Saori Nagamine

Personal information
- Full name: Saori Nagamine
- Nickname: Nagami
- Born: 5 July 1993 (age 32) Nagasaki, Japan
- Height: 1.66 m (5 ft 5 in)
- Weight: 60 kg (132 lb)

Sport
- Country: Japan
- Sport: Archery
- Event: Recurve

= Saori Nagamine =

Japanese archer (born 1993)

Saori Nagamine (永峰 沙織, Nagamine Saori) is a Japanese competitive archer. A member of Japan women's archery squad at the 2016 Summer Olympics, Nagamine has collected a career total of three medals (one gold and two bronze) in a major international competition, spanning the World University Championships and the World Cup series.

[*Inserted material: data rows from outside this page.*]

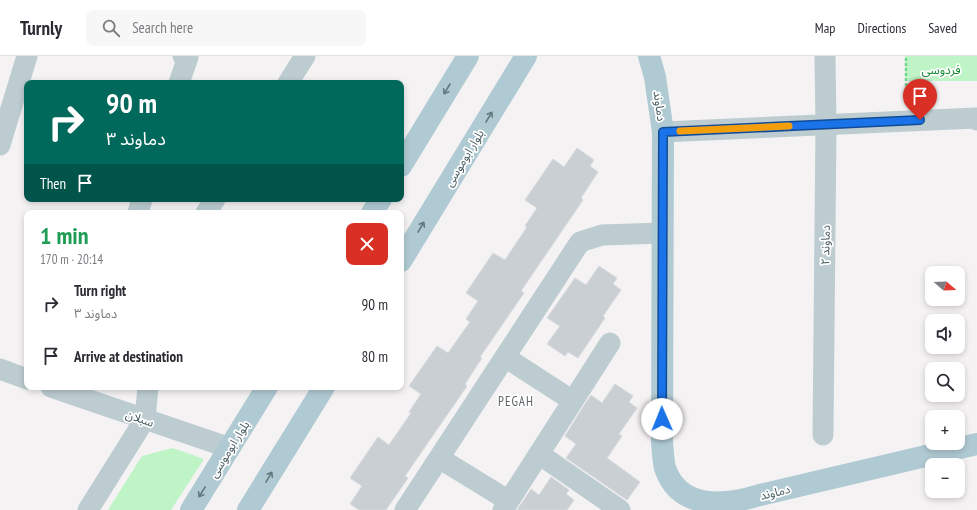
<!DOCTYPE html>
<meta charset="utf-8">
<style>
:root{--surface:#fff;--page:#f7f7f7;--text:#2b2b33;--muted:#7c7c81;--line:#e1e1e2}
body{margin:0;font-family:"PT Sans Narrow","Noto Sans Arabic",sans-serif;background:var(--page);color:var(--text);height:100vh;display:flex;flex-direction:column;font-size:15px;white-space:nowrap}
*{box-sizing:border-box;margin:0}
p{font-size:13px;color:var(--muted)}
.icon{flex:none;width:22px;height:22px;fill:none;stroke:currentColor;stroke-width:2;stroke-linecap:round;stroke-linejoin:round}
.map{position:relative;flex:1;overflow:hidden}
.side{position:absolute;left:24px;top:154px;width:380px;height:180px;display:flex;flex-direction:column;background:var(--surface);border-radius:8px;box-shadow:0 2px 6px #0003}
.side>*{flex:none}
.banner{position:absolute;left:24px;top:24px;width:380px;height:122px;border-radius:8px;box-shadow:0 2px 6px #0003;background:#00695c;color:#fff;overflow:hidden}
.needle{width:26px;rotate:109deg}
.fabs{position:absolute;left:925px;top:210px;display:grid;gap:8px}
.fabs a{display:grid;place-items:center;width:40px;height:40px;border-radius:8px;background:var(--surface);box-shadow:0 2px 6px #0003;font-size:20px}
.pin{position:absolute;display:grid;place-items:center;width:34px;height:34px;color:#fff;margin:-41px -17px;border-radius:50% 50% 50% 0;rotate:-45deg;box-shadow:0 0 4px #0007}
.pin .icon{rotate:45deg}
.me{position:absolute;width:44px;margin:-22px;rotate:359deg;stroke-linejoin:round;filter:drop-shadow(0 0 3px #0008)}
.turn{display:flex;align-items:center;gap:14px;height:84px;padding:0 16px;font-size:18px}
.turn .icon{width:52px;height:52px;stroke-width:2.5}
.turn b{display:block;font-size:28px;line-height:34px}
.then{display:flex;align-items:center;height:38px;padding:0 16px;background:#0003;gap:8px;font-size:15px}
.round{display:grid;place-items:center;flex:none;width:42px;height:42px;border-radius:8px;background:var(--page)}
.overview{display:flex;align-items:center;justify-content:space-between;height:68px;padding:0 16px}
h1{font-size:24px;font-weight:700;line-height:30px;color:#1e9e55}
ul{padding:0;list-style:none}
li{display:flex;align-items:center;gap:12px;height:52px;padding:0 16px}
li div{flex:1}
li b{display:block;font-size:15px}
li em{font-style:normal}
header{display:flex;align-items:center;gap:24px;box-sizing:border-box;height:56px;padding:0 20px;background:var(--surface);border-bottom:1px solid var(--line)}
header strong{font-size:19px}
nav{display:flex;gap:22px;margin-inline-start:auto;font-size:14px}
.search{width:280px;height:36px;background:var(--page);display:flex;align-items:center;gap:10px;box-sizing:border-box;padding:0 14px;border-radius:8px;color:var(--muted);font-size:15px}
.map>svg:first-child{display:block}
.green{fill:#bff4c7}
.building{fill:#c9cfd2;stroke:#d6dade}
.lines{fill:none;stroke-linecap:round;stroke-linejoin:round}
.path{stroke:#74d58e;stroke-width:2.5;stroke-dasharray:3 2;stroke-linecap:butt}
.minor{stroke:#bcccd0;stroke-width:21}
.major{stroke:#b0cad3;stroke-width:22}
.oneway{stroke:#62787e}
.route-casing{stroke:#114b97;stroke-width:10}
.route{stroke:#1a73e8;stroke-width:7}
.slow{stroke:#f59e0b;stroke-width:7}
.labels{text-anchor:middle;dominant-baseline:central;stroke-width:3.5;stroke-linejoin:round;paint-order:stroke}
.park-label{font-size:12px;fill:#10862f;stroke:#fff}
.street-label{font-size:12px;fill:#485c62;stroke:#fff}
.neighbourhood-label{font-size:13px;letter-spacing:1px;fill:#5e6568;stroke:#fff}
</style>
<header>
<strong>Turnly</strong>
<div class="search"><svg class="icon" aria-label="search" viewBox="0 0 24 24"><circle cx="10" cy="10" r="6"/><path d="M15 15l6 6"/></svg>Search here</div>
<nav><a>Map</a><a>Directions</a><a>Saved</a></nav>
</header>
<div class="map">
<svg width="977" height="454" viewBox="0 0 977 454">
<rect width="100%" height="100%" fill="#f5f2f3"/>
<path class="green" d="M905 0H977V25H905Z
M173 392 204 403 171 454H108L142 400Z"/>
<path class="building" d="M577 92 594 104 590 110 598 116 581 142 583 144 521 235 524 237 480 301 482 302 465 328 467 330 405 420 408 422 386 454H359L350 448 362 430 350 422 378 381 389 389 411 357 409 356 421 338 409 330 437 290 448 297 470 266 466 263 478 245 466 237 493 197 505 204 527 171 525 170 537 152 525 144 553 103 564 111Z
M599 210 617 222 613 228 621 234 603 260 605 262 578 302 568 296 565 300 547 288 560 270 547 262 575 222 586 229Z
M615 328 633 340 629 346 637 352 619 378 622 380 607 402 640 426 627 444 566 402 576 388 565 380 583 351 591 339 602 347Z
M551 421 569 434 566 438 574 444 567 454H517L531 433 539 439Z"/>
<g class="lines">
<path class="path" d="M906 45V0"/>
<path class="minor" d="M179 27 188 1 183 0
M288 27 305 0
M663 76 977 62V64
M0 89 27 0
M138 157 142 143
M206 157 215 143
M505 301 573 345
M0 313 27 323
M51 331 230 392
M823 379 826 69 825 0
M539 398 620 454
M439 402 509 445
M88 454 145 363 148 331
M405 454 580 186 602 179 662 177
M503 454 610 287"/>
<path class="major" d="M649 0 655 21 663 76 662 387C663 395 663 404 665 412 679 454 724 450 760 439L977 388
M401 110 468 0
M372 157 381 143
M401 205 526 0
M191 454 267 331
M248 454 324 331"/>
</g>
<defs><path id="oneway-shaft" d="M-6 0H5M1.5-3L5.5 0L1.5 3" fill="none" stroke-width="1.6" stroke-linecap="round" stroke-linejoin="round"/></defs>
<g class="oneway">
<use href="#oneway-shaft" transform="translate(447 33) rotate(121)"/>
<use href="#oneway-shaft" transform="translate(489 61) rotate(-59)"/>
<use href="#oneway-shaft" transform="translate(421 171) rotate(-59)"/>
<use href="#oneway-shaft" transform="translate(269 421) rotate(-59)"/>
<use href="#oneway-shaft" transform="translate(202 436) rotate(122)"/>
</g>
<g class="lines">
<g class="route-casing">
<path id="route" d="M662 363 663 76 920 64"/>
</g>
<use href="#route" class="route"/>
<path class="slow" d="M680 75 789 70"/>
</g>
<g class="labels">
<g class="park-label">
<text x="941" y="13">فردوسی</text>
</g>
<g class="street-label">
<text transform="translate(660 50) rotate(82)">دماوند</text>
<text transform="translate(464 102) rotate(-59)">بلوار ابوموسی</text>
<text transform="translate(825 189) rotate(-89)">دماوند ۲</text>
<text transform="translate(140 362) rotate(19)">سبلان</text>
<text transform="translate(229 393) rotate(-58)">بلوار ابوموسی</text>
<text transform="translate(775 436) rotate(-14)">دماوند</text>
</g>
<g class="neighbourhood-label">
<text x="516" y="345">PEGAH</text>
</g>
</g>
</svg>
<div class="fabs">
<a><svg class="needle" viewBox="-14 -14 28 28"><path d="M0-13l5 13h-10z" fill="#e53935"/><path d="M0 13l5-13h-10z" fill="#7c7c81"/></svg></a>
<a><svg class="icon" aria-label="sound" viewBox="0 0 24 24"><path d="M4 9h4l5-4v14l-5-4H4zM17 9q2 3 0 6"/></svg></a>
<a><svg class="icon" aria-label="search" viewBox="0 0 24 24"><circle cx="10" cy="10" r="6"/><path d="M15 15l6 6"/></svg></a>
<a>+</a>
<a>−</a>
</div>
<div class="pin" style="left:920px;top:64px;background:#d93025"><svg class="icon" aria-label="arrive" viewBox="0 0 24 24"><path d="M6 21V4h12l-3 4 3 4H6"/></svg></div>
<svg class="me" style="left:662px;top:363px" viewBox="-20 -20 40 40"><circle r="19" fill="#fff"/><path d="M0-13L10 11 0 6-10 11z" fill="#1a73e8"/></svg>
<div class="banner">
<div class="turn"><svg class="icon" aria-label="right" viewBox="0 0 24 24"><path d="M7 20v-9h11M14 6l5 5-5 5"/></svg><div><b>90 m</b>دماوند ۳</div></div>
<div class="then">Then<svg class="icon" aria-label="arrive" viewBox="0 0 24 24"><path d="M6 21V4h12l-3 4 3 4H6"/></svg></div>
</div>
<section class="side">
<div class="overview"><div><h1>1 min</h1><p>170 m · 20:14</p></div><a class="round" style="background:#d93025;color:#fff"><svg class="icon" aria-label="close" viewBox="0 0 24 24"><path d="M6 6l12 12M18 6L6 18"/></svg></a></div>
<ul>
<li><svg class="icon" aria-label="right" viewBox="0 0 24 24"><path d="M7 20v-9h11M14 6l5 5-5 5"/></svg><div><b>Turn right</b><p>دماوند ۳</p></div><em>90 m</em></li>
<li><svg class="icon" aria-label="arrive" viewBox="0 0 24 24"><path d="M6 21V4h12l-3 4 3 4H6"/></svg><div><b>Arrive at destination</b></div><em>80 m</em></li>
</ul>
</section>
</div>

Nagamine was selected by the Japanese Olympic Committee to compete at the 2016 Summer Olympics in Rio de Janeiro, shooting only in both individual and team recurve tournaments. First, Nagamine discharged 621 points, 14 perfect tens, and 4 bull's eyes to seal the thirty-ninth seed heading to the knockout draw from the classification round, along with the trio's cumulative score of 1,862. Sitting at ninth in the team recurve, Nagamine, along with her compatriots Yuki Hayashi and London 2012 bronze medalist Kaori Kawanaka, took a convincing 6–2 victory over Ukraine in the opening round match, before they challenged the eventual champion South Korea for the quarterfinals, which effected the trio's untimely departure from the tournament at 1–5. In the women's individual recurve, Nagamine could not overcome Brazil's home favorite Ane Marcelle dos Santos from the opening round by the loud applause of her opponent's parochial crowd, abruptly ending her Olympic debut in a 3–7 defeat.